= Your assignment =
Make an exact copy of the lines starting at the top of the listing below and ending at the line that contains "position:relative; width:1589px; height:1507px;", inclusive.

= Provided entries =
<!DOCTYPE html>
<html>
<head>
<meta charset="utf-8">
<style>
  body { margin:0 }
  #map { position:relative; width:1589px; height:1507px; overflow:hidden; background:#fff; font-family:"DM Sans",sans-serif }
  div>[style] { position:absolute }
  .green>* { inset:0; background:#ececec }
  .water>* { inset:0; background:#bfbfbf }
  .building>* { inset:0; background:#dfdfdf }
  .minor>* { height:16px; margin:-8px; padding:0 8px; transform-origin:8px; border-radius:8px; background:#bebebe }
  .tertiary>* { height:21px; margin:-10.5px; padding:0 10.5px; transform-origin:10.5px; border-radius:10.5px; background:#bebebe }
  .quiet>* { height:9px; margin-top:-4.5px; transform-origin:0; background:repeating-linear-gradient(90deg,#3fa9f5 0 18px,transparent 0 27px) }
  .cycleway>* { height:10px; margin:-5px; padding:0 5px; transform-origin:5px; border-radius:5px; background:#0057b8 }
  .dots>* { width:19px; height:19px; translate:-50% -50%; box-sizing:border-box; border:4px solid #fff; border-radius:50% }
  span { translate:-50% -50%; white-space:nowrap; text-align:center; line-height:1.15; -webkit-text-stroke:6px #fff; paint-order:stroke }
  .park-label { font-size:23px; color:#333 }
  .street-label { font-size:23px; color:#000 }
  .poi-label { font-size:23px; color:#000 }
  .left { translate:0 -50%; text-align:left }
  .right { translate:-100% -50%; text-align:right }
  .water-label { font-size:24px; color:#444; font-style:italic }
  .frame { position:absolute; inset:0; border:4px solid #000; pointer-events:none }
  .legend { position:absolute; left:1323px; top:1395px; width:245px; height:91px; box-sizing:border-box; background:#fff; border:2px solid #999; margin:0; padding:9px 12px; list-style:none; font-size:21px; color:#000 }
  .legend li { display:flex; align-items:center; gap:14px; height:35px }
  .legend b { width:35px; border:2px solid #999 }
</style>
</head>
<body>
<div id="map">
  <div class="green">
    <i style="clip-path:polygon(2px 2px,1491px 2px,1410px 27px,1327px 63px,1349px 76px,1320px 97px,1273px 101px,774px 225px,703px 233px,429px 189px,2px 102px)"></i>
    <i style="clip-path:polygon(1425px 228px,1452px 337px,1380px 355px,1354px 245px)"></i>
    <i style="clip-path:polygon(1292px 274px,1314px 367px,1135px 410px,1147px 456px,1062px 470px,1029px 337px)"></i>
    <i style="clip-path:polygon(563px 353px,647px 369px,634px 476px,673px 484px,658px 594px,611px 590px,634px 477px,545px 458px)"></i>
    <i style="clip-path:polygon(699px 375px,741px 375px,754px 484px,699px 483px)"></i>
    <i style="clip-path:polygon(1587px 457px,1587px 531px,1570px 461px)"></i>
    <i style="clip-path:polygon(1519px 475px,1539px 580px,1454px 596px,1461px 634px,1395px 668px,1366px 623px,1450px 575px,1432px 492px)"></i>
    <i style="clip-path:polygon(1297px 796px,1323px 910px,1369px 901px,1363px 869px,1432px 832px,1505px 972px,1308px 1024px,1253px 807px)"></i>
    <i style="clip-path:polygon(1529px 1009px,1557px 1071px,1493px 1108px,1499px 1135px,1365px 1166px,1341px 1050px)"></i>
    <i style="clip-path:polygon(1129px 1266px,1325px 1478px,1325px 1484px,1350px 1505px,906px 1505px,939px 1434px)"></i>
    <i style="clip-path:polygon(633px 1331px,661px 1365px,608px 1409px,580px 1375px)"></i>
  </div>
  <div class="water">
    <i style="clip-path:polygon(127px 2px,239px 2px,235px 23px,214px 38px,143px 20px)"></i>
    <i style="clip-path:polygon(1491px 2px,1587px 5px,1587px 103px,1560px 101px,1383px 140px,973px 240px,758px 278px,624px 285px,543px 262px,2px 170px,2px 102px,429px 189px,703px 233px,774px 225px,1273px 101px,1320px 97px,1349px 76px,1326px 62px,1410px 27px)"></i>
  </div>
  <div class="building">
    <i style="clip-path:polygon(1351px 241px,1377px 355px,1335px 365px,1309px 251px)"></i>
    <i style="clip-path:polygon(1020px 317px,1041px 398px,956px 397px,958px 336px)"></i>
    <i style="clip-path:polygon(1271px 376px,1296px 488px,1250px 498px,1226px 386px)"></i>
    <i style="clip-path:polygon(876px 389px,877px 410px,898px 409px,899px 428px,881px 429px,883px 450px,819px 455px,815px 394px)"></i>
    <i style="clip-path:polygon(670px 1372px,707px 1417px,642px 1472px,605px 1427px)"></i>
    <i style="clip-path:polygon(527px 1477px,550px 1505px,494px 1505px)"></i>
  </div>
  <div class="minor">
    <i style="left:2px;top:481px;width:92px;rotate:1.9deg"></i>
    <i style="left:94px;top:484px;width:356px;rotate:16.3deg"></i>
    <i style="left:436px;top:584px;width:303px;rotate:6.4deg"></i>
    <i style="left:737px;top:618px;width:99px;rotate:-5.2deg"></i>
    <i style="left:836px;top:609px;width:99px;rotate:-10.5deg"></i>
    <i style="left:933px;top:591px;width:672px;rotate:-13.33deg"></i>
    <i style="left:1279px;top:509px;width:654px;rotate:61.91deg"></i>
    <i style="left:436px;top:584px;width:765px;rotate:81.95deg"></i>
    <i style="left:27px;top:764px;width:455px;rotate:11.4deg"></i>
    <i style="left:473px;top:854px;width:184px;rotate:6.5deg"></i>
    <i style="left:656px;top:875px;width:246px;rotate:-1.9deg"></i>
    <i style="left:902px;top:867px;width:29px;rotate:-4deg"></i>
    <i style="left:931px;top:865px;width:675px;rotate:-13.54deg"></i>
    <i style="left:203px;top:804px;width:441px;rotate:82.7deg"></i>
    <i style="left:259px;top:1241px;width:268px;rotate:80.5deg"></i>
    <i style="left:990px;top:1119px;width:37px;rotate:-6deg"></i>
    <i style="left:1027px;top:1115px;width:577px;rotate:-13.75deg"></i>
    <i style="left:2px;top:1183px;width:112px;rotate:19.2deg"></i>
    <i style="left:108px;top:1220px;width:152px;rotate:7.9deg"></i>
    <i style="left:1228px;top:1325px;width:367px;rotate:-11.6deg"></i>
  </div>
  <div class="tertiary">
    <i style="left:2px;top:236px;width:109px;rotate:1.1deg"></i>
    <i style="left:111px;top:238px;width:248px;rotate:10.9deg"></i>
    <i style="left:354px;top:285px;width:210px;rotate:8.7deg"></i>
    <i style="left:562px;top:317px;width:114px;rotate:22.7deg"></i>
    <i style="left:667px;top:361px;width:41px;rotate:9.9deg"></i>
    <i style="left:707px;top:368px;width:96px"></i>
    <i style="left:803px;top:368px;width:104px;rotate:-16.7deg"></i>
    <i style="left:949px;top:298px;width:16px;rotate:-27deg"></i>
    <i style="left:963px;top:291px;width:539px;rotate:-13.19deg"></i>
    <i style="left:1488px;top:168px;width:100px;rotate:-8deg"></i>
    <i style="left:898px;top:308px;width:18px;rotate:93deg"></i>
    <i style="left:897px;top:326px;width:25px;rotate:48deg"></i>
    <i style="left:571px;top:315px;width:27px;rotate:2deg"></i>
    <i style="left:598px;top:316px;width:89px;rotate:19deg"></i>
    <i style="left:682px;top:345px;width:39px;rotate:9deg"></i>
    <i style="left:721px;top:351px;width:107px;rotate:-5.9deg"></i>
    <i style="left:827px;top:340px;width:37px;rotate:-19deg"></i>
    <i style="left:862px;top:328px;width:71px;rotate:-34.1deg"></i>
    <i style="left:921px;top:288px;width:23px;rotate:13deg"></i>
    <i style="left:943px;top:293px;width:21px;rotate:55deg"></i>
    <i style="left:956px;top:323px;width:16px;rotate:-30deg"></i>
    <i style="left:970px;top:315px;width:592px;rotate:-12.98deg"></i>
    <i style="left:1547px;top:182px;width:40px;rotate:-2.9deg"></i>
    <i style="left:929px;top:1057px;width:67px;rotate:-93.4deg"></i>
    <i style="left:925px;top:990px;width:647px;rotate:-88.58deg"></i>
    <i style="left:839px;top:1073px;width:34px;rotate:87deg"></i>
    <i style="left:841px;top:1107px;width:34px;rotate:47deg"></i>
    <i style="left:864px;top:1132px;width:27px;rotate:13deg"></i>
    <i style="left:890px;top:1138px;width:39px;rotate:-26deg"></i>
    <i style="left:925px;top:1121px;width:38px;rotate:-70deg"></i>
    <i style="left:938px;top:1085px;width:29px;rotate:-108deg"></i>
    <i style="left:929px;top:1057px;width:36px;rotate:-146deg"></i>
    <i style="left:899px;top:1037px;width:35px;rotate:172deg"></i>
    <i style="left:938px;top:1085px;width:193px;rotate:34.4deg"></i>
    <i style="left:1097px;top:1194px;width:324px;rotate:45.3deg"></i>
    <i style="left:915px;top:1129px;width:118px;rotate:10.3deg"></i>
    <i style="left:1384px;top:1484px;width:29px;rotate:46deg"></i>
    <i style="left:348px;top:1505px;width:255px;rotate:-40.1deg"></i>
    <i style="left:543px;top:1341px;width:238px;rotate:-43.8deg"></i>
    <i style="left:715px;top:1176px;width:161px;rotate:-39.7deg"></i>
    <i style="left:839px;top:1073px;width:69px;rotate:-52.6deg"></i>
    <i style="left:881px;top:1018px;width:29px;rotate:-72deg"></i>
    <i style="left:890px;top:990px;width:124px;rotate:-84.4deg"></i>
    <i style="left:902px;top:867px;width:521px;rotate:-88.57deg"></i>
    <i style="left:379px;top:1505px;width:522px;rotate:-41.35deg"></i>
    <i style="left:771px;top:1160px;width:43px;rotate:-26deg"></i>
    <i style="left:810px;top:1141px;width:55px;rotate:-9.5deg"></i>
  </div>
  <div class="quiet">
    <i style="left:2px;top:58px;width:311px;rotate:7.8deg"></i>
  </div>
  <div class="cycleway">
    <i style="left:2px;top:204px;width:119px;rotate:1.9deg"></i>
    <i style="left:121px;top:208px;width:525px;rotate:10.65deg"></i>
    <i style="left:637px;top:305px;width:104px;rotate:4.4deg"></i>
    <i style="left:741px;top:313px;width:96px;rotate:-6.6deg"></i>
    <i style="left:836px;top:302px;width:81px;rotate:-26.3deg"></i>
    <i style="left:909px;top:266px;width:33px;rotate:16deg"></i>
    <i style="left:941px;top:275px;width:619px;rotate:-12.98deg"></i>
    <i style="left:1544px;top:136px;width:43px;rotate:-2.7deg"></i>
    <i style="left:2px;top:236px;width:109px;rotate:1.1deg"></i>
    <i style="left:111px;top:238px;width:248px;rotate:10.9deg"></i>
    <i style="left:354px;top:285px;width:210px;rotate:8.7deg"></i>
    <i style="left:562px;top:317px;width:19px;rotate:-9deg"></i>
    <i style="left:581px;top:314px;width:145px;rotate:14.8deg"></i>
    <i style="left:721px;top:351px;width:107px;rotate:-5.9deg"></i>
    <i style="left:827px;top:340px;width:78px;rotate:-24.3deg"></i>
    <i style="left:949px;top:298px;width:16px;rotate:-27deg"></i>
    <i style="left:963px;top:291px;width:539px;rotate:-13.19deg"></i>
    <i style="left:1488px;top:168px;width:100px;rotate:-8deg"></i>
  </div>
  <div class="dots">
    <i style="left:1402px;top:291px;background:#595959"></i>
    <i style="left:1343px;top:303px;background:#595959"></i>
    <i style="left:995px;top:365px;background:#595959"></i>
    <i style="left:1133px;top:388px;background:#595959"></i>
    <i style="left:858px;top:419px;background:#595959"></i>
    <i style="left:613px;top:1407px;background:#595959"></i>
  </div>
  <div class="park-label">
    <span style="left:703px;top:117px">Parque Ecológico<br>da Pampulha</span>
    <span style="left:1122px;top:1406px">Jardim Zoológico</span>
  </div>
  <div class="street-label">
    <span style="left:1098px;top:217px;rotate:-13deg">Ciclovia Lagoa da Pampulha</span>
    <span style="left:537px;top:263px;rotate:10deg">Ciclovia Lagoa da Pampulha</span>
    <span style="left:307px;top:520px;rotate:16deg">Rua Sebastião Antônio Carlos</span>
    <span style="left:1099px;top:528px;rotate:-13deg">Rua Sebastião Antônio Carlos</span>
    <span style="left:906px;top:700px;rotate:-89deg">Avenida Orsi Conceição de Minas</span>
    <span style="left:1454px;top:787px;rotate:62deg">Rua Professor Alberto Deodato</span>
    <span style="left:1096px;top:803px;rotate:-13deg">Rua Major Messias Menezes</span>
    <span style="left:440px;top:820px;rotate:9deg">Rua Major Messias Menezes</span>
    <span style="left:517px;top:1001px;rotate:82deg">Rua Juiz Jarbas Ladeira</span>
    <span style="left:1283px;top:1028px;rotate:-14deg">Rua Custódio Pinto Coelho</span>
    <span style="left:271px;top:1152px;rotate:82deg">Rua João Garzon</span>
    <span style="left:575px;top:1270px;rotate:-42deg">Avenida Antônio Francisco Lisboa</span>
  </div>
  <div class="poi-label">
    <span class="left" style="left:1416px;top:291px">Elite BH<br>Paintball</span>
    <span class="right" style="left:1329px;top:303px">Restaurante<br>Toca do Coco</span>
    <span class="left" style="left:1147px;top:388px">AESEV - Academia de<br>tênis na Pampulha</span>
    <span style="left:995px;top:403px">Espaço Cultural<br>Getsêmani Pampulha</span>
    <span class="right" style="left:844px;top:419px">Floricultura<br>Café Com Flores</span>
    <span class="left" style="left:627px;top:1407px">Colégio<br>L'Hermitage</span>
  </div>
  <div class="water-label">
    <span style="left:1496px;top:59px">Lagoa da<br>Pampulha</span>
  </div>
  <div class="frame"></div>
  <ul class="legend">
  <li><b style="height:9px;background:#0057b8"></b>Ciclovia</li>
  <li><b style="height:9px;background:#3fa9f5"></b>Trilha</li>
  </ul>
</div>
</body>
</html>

= Task solution =
<!DOCTYPE html>
<html>
<head>
<meta charset="utf-8">
<style>
  body { margin:0 }
  #map { position:relative; width:1589px; height:1507px; overflow:hidden; background:#fff; font-family:"DM Sans",sans-serif }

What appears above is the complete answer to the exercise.